DATA UNDER STUDY:
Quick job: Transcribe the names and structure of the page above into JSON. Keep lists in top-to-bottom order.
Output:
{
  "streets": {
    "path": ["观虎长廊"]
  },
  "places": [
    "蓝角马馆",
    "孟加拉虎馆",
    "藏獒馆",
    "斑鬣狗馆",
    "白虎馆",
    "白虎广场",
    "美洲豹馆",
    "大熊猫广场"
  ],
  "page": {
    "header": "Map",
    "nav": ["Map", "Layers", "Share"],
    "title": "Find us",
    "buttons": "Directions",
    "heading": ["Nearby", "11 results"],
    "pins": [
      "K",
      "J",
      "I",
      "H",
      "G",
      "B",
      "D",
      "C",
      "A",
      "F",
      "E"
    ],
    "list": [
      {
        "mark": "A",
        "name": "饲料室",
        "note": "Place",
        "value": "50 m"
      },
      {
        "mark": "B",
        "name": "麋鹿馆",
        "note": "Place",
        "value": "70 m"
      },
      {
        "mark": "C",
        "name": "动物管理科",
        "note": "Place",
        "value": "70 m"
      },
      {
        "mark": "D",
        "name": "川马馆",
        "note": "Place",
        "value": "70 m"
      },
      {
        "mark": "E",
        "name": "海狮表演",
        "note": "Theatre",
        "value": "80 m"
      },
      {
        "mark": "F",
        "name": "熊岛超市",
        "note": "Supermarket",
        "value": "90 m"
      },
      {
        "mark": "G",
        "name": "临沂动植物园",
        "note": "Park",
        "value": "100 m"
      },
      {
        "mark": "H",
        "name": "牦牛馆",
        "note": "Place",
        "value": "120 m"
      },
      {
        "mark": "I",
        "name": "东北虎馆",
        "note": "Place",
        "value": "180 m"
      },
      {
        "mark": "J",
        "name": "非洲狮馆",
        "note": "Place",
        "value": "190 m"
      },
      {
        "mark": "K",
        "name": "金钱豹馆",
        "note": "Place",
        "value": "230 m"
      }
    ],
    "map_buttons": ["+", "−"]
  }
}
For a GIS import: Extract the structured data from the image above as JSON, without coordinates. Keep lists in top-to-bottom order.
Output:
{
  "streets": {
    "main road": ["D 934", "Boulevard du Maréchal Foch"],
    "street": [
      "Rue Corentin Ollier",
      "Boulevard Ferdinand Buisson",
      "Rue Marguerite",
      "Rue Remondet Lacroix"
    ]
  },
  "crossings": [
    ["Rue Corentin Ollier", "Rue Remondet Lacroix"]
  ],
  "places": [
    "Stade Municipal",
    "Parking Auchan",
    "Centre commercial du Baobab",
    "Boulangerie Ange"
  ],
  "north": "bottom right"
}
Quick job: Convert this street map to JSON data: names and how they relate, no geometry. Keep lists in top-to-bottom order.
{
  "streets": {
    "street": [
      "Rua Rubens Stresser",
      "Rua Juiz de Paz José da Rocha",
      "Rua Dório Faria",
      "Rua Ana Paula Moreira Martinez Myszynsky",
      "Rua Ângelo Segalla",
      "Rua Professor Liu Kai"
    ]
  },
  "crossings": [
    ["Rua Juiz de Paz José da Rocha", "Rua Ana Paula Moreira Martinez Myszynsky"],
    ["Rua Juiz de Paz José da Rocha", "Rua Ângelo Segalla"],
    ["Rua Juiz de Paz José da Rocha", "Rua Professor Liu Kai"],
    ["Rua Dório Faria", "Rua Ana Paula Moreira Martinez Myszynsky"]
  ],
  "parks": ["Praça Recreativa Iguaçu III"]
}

WHAT YOU SHOULD DO:
Your reply must reproduce all records above exactly.

YOUR SOLUTION:
Quick job: Transcribe the names and structure of the page above into JSON. Keep lists in top-to-bottom order.
Output:
{
  "streets": {
    "path": ["观虎长廊"]
  },
  "places": [
    "蓝角马馆",
    "孟加拉虎馆",
    "藏獒馆",
    "斑鬣狗馆",
    "白虎馆",
    "白虎广场",
    "美洲豹馆",
    "大熊猫广场"
  ],
  "page": {
    "header": "Map",
    "nav": ["Map", "Layers", "Share"],
    "title": "Find us",
    "buttons": "Directions",
    "heading": ["Nearby", "11 results"],
    "pins": [
      "K",
      "J",
      "I",
      "H",
      "G",
      "B",
      "D",
      "C",
      "A",
      "F",
      "E"
    ],
    "list": [
      {
        "mark": "A",
        "name": "饲料室",
        "note": "Place",
        "value": "50 m"
      },
      {
        "mark": "B",
        "name": "麋鹿馆",
        "note": "Place",
        "value": "70 m"
      },
      {
        "mark": "C",
        "name": "动物管理科",
        "note": "Place",
        "value": "70 m"
      },
      {
        "mark": "D",
        "name": "川马馆",
        "note": "Place",
        "value": "70 m"
      },
      {
        "mark": "E",
        "name": "海狮表演",
        "note": "Theatre",
        "value": "80 m"
      },
      {
        "mark": "F",
        "name": "熊岛超市",
        "note": "Supermarket",
        "value": "90 m"
      },
      {
        "mark": "G",
        "name": "临沂动植物园",
        "note": "Park",
        "value": "100 m"
      },
      {
        "mark": "H",
        "name": "牦牛馆",
        "note": "Place",
        "value": "120 m"
      },
      {
        "mark": "I",
        "name": "东北虎馆",
        "note": "Place",
        "value": "180 m"
      },
      {
        "mark": "J",
        "name": "非洲狮馆",
        "note": "Place",
        "value": "190 m"
      },
      {
        "mark": "K",
        "name": "金钱豹馆",
        "note": "Place",
        "value": "230 m"
      }
    ],
    "map_buttons": ["+", "−"]
  }
}
For a GIS import: Extract the structured data from the image above as JSON, without coordinates. Keep lists in top-to-bottom order.
Output:
{
  "streets": {
    "main road": ["D 934", "Boulevard du Maréchal Foch"],
    "street": [
      "Rue Corentin Ollier",
      "Boulevard Ferdinand Buisson",
      "Rue Marguerite",
      "Rue Remondet Lacroix"
    ]
  },
  "crossings": [
    ["Rue Corentin Ollier", "Rue Remondet Lacroix"]
  ],
  "places": [
    "Stade Municipal",
    "Parking Auchan",
    "Centre commercial du Baobab",
    "Boulangerie Ange"
  ],
  "north": "bottom right"
}
Quick job: Convert this street map to JSON data: names and how they relate, no geometry. Keep lists in top-to-bottom order.
{
  "streets": {
    "street": [
      "Rua Rubens Stresser",
      "Rua Juiz de Paz José da Rocha",
      "Rua Dório Faria",
      "Rua Ana Paula Moreira Martinez Myszynsky",
      "Rua Ângelo Segalla",
      "Rua Professor Liu Kai"
    ]
  },
  "crossings": [
    ["Rua Juiz de Paz José da Rocha", "Rua Ana Paula Moreira Martinez Myszynsky"],
    ["Rua Juiz de Paz José da Rocha", "Rua Ângelo Segalla"],
    ["Rua Juiz de Paz José da Rocha", "Rua Professor Liu Kai"],
    ["Rua Dório Faria", "Rua Ana Paula Moreira Martinez Myszynsky"]
  ],
  "parks": ["Praça Recreativa Iguaçu III"]
}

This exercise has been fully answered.